Así que me da por dudar, y me debato en las mil opciones que el
abanico me deja al alcance de la mano: pienso en seguir en este silencio que
nos esclaviza y tengo terror a no ser capaz nunca de olvidar porque no me
perdone no haberlo intentado una vez más (siempre la última, siempre digo que
será la última). Entonces el abanico se abre ligeramente un poco más, y me
muestra otra opción: cogerte un día por el brazo y preguntarte: ¿qué tal?,
solo dos palabras inocentes, una pregunta con respuesta corta, porque una parte
de mí cree firmemente que tu voz o tu forma de mirarme en ese momento me darán
la respuesta. Por entonces se despliega la última membrana de tela y deja ver la
opción más alocada, la más kamikaze, la más dolorosa, la que más ganas tengo de
probar: presentarme por enésima vez en tu puerta y decirle a tus vecinos que no
me marcharé hasta que vuelvas, que no me den de comer las miserias del olvido,
le diré a tu hermana que la quiero de cuñada, le diré a tus padres que lo
siento por haber hecho daño a su rey, mantenerme firme y morir de daño o morir
contigo, pedirte que te cases conmigo de la forma menos tradicional y olvidar
que nos hemos destruido, pero tener un final de los felices.
Para entonces, mi mente que ya no corre, vuela, se detiene un
segundo, mira al suelo y cae, caída libre sin colchón debajo: se plantea qué
consecuencias tienen los actos, qué pensarás, cuánto has olvidado, si ya no te
acuerdas de mi pelo, o si, como temo, te acuerdas de estos ojos y ya no llegan dentro.
En este punto de la noche, solo hay dos vías que se suceden, en la primera se
inyecta la ira y me enfado conmigo, contigo, con el mundo por haberlo hecho tan
mal, me doy la vuelta en la cama y observo la otra pared hasta que se hace de
día.
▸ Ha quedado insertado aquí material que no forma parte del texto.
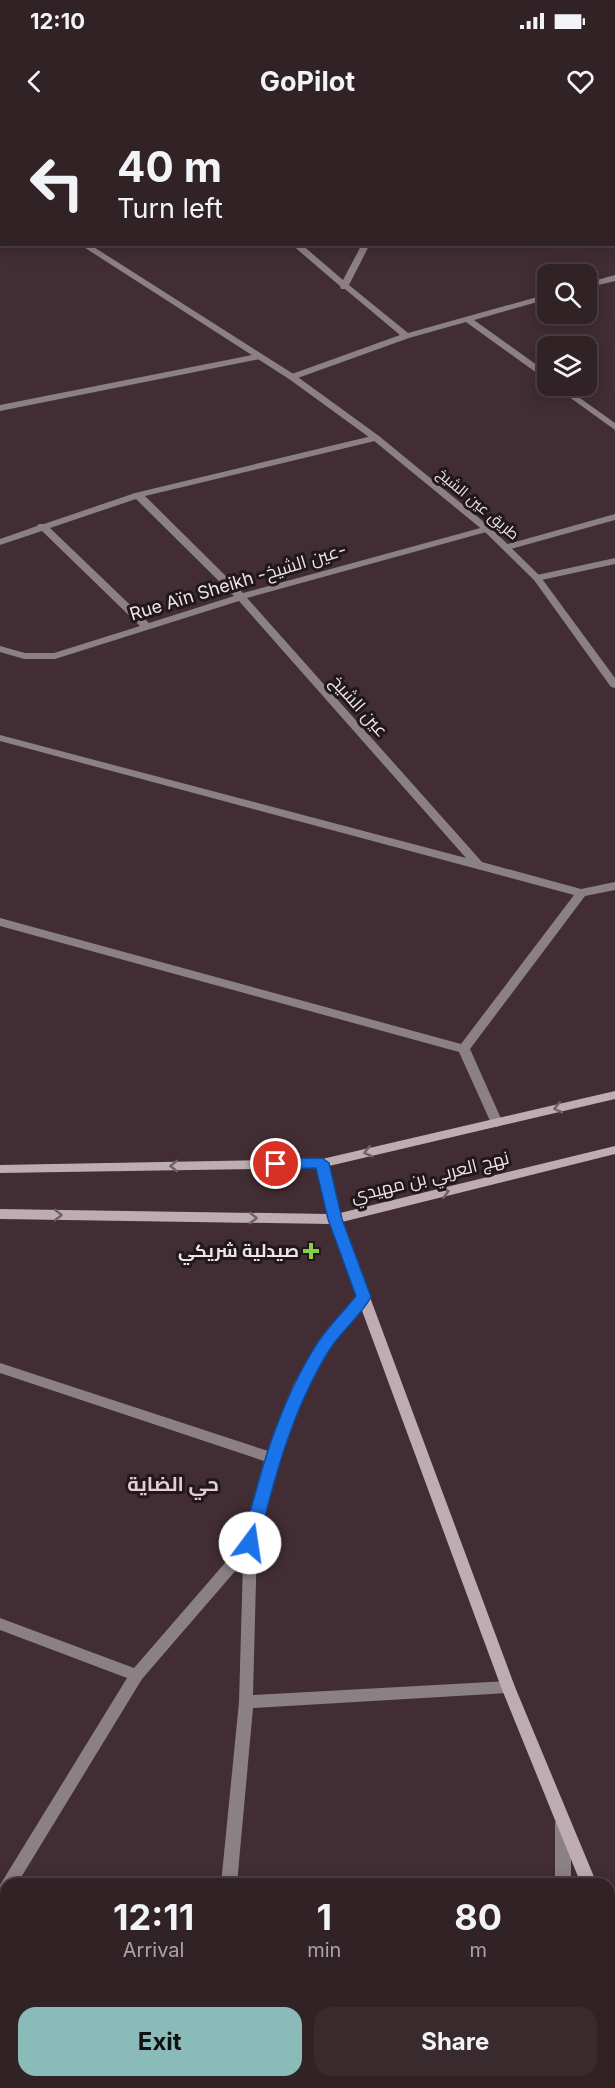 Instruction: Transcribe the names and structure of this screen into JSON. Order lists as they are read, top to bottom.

En la segunda, se me escapa el aliento, se desliza una lágrima hasta que
me vence el sueño y la decisión sigue perdida. Hasta que la próxima noche
decida.
“Después de conocer a una
mujer etérea, ¿Puede brindarnos algún tipo de atractivo una mujer terrestre?
¿Qué diferencia hay entre vivir con una vaca o con una mujer que tenga las nalgas
a 78 cm del suelo?
Ya no me es posible
concebir ni tan siquiera imaginar, que pueda hacerse el amor más que volando”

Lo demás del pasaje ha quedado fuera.